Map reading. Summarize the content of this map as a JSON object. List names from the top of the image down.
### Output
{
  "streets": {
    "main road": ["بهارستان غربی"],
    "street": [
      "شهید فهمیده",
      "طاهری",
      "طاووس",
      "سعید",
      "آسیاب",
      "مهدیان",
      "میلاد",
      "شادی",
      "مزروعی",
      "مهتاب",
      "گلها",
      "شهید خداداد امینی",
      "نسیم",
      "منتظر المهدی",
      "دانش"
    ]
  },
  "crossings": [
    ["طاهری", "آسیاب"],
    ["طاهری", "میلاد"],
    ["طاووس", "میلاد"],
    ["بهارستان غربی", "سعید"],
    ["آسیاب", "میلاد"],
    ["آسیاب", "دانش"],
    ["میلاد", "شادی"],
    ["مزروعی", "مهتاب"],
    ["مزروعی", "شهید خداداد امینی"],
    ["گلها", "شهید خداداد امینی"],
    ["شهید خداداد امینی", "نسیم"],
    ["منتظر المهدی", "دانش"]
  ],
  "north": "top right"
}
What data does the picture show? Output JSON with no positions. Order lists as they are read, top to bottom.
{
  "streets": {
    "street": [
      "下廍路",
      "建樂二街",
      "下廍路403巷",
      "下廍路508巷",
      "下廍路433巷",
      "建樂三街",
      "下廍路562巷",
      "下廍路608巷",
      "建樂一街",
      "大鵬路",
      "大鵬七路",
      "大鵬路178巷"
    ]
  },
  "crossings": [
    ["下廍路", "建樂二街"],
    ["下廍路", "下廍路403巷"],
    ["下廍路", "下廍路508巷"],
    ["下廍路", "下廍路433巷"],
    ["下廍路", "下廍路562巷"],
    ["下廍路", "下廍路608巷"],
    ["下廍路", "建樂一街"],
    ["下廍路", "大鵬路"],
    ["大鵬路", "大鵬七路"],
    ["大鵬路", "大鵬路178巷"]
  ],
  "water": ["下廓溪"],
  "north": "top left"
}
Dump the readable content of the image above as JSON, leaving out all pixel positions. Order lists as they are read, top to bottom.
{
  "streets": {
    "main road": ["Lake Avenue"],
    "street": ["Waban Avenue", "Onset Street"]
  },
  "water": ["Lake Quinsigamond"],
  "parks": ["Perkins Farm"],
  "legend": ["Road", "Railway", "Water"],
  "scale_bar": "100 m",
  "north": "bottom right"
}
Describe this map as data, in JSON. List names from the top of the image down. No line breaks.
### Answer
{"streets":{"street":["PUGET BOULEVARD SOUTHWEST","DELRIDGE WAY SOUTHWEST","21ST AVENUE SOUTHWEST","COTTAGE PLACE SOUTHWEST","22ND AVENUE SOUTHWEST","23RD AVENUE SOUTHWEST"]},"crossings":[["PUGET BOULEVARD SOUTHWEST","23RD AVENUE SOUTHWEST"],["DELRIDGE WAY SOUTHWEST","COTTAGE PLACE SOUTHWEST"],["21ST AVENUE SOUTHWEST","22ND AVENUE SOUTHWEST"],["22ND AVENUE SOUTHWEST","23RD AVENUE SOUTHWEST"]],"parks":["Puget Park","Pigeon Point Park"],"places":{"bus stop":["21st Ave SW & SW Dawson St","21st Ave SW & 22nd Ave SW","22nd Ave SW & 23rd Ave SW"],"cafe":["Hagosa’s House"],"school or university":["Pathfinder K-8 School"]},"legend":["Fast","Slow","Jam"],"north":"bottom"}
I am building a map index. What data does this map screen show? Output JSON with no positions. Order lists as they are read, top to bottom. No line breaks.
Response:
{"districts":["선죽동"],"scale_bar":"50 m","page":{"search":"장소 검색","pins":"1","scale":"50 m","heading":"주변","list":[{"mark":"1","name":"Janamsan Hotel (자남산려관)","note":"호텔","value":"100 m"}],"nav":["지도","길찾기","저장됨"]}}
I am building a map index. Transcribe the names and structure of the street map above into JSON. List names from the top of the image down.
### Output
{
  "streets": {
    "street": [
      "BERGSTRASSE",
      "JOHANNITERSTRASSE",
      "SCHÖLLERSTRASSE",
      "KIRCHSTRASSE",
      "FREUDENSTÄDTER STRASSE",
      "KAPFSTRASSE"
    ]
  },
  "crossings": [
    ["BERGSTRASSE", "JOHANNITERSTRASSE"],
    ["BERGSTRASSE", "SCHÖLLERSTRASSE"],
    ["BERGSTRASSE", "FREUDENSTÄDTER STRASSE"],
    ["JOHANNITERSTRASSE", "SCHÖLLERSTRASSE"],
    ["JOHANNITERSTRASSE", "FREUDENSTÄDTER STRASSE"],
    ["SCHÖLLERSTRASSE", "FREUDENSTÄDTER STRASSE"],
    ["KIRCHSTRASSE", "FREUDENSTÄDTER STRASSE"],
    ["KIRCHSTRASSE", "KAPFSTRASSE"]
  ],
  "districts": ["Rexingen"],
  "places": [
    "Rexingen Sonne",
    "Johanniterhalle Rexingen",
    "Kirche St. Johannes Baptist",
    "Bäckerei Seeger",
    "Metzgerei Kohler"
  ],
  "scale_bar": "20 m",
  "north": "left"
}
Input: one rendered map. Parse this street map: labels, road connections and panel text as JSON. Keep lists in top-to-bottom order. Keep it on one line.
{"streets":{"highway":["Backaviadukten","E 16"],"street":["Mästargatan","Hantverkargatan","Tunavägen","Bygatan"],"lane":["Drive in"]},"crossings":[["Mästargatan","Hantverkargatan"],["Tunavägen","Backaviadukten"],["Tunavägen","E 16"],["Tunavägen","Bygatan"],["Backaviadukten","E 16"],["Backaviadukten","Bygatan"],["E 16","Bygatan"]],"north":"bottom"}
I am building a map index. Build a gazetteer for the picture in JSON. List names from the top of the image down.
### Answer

§ **TASK BRIEF**
Return all lines of the data in which the string "index" appears.

§ **SOLVED EXERCISE**
I am building a map index. What data does this map screen show? Output JSON with no positions. Order lists as they are read, top to bottom. No line breaks.
I am building a map index. Transcribe the names and structure of the street map above into JSON. List names from the top of the image down.
I am building a map index. Build a gazetteer for the picture in JSON. List names from the top of the image down.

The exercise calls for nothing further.